** ASSIGNED TASK **
Each line from the beginning of the entries below through the line that includes "0 #8d8985) drop-shadow(-2px" must be returned exactly as given.

Start of DATA EXTRACT

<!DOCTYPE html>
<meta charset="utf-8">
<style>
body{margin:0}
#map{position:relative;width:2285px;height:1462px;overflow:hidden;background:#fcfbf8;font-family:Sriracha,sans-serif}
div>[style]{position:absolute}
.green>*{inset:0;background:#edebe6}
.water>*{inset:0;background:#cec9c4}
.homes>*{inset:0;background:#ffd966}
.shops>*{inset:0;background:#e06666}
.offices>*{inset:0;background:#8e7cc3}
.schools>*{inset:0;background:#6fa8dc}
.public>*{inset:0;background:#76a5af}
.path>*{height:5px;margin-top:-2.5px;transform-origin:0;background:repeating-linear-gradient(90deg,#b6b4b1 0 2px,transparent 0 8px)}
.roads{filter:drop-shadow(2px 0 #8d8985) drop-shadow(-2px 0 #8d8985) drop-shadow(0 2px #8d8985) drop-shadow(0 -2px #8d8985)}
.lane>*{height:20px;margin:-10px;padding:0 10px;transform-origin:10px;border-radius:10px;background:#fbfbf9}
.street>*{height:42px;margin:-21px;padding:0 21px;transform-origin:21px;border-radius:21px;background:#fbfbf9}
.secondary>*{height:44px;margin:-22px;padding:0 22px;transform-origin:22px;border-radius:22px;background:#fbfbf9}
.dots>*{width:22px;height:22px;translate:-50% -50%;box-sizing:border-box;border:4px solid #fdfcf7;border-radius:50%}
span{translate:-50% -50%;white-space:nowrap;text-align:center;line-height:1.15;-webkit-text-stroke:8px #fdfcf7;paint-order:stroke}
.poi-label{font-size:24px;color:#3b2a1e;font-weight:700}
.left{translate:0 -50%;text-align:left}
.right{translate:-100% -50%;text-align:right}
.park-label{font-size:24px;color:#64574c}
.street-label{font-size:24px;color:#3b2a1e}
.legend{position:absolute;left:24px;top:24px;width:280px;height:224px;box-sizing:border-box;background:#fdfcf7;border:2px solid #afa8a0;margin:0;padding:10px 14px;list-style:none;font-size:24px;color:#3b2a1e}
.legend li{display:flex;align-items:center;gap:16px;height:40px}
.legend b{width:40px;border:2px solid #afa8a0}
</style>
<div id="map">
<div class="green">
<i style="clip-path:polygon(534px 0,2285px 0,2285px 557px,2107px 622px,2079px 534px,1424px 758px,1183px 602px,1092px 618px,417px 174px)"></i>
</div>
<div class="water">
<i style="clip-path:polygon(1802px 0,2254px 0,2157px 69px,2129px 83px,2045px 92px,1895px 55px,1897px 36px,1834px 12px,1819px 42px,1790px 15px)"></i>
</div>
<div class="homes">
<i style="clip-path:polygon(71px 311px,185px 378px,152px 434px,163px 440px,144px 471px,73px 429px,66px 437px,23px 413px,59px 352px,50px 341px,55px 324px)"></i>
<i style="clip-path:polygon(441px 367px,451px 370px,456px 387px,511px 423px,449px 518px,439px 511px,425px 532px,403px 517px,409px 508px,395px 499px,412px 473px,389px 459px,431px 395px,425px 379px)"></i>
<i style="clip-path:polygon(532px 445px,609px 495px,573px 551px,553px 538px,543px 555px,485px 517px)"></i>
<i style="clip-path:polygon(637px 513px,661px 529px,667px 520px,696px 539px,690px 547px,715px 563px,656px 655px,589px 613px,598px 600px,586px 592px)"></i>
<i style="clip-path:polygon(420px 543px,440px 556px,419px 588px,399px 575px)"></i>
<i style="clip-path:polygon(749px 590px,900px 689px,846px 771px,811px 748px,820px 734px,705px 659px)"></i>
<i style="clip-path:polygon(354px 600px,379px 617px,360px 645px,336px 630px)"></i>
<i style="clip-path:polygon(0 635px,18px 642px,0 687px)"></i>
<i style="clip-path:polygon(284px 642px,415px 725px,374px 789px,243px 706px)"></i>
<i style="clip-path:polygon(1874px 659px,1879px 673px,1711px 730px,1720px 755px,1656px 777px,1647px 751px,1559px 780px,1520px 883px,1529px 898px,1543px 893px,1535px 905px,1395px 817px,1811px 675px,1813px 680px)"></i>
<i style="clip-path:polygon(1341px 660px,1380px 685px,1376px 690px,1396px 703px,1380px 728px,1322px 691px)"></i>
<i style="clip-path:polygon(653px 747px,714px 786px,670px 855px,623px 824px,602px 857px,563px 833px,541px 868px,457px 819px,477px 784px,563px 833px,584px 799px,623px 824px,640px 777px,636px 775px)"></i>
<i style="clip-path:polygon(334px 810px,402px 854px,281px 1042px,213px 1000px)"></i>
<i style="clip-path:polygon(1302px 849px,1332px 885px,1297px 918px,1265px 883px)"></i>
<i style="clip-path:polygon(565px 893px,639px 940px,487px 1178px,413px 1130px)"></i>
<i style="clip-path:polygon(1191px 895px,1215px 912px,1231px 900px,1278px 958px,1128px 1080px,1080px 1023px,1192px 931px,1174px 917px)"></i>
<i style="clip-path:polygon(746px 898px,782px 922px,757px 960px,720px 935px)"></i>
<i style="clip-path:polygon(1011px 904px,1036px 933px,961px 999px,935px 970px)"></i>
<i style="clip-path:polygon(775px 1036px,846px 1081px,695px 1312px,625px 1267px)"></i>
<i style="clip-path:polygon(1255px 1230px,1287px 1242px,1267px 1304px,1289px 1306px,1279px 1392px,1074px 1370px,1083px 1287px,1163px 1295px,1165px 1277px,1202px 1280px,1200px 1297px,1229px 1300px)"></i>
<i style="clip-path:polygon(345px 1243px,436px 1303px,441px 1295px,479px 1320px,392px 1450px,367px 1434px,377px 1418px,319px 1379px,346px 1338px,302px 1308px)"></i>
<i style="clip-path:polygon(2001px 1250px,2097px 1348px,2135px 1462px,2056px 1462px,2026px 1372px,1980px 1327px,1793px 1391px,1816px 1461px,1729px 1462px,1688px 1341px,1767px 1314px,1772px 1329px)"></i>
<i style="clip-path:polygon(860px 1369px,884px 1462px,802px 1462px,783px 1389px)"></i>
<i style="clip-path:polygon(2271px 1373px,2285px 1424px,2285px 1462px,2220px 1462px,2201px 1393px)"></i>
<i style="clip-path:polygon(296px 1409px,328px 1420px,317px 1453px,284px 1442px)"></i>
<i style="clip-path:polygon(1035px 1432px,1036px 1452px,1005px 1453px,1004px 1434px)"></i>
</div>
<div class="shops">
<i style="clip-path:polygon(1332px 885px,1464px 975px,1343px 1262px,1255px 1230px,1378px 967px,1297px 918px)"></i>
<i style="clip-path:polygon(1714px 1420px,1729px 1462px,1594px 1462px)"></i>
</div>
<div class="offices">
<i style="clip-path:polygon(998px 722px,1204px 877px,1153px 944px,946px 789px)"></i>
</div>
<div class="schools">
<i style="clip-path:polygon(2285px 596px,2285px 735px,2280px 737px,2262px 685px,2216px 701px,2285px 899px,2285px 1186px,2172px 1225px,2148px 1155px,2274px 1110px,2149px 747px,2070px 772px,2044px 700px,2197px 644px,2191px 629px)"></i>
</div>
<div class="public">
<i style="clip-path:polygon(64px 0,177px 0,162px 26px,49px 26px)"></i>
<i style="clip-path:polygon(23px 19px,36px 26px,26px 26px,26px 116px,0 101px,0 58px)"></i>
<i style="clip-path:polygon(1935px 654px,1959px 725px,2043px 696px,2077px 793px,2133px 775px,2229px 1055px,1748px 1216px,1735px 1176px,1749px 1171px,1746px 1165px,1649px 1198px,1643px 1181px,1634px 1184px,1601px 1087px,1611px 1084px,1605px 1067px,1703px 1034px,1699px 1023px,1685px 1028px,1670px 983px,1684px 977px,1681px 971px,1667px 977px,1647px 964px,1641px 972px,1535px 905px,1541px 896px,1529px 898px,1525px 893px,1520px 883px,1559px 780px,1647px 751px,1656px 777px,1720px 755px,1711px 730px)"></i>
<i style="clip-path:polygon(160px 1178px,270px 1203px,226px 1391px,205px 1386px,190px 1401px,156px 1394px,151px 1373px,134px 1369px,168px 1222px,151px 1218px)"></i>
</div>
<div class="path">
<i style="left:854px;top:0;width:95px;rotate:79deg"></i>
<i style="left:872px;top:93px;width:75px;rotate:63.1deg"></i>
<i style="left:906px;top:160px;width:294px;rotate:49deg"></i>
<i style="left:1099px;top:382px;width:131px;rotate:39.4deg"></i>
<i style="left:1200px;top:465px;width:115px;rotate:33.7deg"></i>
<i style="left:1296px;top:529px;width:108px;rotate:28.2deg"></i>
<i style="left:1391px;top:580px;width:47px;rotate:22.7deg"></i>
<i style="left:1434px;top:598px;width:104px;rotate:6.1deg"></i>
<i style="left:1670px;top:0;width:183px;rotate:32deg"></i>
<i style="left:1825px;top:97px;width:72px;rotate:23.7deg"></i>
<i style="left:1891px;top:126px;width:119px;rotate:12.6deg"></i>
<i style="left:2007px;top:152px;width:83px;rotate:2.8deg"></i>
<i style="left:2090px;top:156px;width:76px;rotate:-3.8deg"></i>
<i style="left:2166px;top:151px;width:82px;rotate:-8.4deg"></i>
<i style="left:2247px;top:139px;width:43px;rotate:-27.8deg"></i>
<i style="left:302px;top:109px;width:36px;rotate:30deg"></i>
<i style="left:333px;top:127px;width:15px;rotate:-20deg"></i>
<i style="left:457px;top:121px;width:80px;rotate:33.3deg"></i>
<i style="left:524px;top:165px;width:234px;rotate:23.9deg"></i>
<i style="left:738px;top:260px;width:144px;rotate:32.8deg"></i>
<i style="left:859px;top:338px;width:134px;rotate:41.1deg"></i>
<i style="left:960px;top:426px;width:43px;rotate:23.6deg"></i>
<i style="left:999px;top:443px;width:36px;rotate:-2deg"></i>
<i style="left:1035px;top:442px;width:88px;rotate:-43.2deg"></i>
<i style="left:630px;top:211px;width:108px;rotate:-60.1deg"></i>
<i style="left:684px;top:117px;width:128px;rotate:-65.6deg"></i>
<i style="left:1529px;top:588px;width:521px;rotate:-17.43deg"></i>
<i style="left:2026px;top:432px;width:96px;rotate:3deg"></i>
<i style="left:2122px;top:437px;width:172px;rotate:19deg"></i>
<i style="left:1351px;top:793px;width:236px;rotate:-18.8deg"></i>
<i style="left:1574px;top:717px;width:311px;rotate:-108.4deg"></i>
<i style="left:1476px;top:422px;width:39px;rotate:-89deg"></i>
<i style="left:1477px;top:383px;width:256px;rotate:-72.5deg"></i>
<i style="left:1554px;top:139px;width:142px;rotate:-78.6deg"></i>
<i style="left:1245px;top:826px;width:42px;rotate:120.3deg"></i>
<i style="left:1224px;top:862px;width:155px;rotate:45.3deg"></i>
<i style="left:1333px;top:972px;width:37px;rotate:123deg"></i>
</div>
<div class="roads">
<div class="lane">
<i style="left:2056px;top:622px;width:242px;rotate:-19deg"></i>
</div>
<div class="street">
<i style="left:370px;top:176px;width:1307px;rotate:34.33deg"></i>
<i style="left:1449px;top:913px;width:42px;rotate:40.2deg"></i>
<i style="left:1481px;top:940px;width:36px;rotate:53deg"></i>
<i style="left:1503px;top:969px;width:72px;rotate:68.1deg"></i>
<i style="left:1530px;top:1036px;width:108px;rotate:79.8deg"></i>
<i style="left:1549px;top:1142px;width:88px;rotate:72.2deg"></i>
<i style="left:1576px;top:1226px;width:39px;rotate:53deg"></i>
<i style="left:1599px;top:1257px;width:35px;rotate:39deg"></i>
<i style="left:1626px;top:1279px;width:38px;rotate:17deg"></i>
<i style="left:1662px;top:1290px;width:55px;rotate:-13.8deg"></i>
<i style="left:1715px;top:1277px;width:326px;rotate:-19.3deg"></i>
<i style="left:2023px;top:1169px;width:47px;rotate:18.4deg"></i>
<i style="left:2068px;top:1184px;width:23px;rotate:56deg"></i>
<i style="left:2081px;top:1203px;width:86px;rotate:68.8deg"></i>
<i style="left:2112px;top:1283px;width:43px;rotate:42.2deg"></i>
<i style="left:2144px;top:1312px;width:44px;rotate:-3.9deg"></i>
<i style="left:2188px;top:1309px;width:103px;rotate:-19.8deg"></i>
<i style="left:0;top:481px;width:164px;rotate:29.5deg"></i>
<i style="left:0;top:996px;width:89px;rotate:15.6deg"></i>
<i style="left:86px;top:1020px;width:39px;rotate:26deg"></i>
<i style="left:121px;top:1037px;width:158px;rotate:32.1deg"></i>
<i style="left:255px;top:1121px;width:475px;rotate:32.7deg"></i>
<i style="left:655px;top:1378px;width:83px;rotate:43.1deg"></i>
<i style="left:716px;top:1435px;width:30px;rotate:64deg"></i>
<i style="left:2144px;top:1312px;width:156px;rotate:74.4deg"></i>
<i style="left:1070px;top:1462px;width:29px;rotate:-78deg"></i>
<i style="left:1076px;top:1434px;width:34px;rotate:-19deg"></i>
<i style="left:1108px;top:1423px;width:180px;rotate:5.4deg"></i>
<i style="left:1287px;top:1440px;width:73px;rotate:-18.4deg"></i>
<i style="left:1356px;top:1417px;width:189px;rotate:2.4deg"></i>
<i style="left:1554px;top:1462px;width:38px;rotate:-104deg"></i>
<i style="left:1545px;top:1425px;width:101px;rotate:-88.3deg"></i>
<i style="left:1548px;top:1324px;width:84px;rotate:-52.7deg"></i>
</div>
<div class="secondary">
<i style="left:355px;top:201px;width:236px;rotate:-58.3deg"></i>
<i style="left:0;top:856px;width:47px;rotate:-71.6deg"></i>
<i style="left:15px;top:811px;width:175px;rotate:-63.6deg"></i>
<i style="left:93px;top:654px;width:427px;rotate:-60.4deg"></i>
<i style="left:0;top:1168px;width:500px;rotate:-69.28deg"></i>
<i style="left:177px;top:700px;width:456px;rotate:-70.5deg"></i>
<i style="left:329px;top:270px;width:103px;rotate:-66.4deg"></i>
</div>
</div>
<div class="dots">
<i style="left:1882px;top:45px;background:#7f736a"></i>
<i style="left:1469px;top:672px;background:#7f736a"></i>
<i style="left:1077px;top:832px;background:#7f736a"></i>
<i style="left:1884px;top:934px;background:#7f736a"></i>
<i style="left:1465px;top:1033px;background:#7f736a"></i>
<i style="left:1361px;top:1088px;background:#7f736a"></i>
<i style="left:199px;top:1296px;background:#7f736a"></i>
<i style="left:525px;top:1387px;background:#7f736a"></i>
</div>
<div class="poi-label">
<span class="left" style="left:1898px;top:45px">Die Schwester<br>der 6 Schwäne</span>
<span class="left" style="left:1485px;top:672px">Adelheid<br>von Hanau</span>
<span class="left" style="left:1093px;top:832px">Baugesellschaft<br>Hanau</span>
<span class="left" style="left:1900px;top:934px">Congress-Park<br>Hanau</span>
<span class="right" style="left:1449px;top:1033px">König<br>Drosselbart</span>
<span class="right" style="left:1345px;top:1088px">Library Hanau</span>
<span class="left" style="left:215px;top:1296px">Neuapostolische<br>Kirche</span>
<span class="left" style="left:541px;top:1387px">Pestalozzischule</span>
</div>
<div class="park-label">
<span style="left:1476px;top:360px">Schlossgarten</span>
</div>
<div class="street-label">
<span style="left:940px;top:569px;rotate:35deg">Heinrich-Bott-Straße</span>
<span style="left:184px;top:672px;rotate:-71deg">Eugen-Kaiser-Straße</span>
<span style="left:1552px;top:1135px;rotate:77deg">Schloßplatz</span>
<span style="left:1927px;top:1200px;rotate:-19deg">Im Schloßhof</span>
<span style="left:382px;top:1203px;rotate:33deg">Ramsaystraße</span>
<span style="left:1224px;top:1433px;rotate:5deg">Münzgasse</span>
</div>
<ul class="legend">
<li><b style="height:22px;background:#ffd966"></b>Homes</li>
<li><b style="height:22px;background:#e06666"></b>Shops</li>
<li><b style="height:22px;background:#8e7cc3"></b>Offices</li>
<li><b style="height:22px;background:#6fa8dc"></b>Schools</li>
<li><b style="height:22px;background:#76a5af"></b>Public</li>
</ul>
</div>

End of DATA EXTRACT

** RESPONSE TO THE EXERCISE **
<!DOCTYPE html>
<meta charset="utf-8">
<style>
body{margin:0}
#map{position:relative;width:2285px;height:1462px;overflow:hidden;background:#fcfbf8;font-family:Sriracha,sans-serif}
div>[style]{position:absolute}
.green>*{inset:0;background:#edebe6}
.water>*{inset:0;background:#cec9c4}
.homes>*{inset:0;background:#ffd966}
.shops>*{inset:0;background:#e06666}
.offices>*{inset:0;background:#8e7cc3}
.schools>*{inset:0;background:#6fa8dc}
.public>*{inset:0;background:#76a5af}
.path>*{height:5px;margin-top:-2.5px;transform-origin:0;background:repeating-linear-gradient(90deg,#b6b4b1 0 2px,transparent 0 8px)}
.roads{filter:drop-shadow(2px 0 #8d8985) drop-shadow(-2px 0 #8d8985) drop-shadow(0 2px #8d8985) drop-shadow(0 -2px #8d8985)}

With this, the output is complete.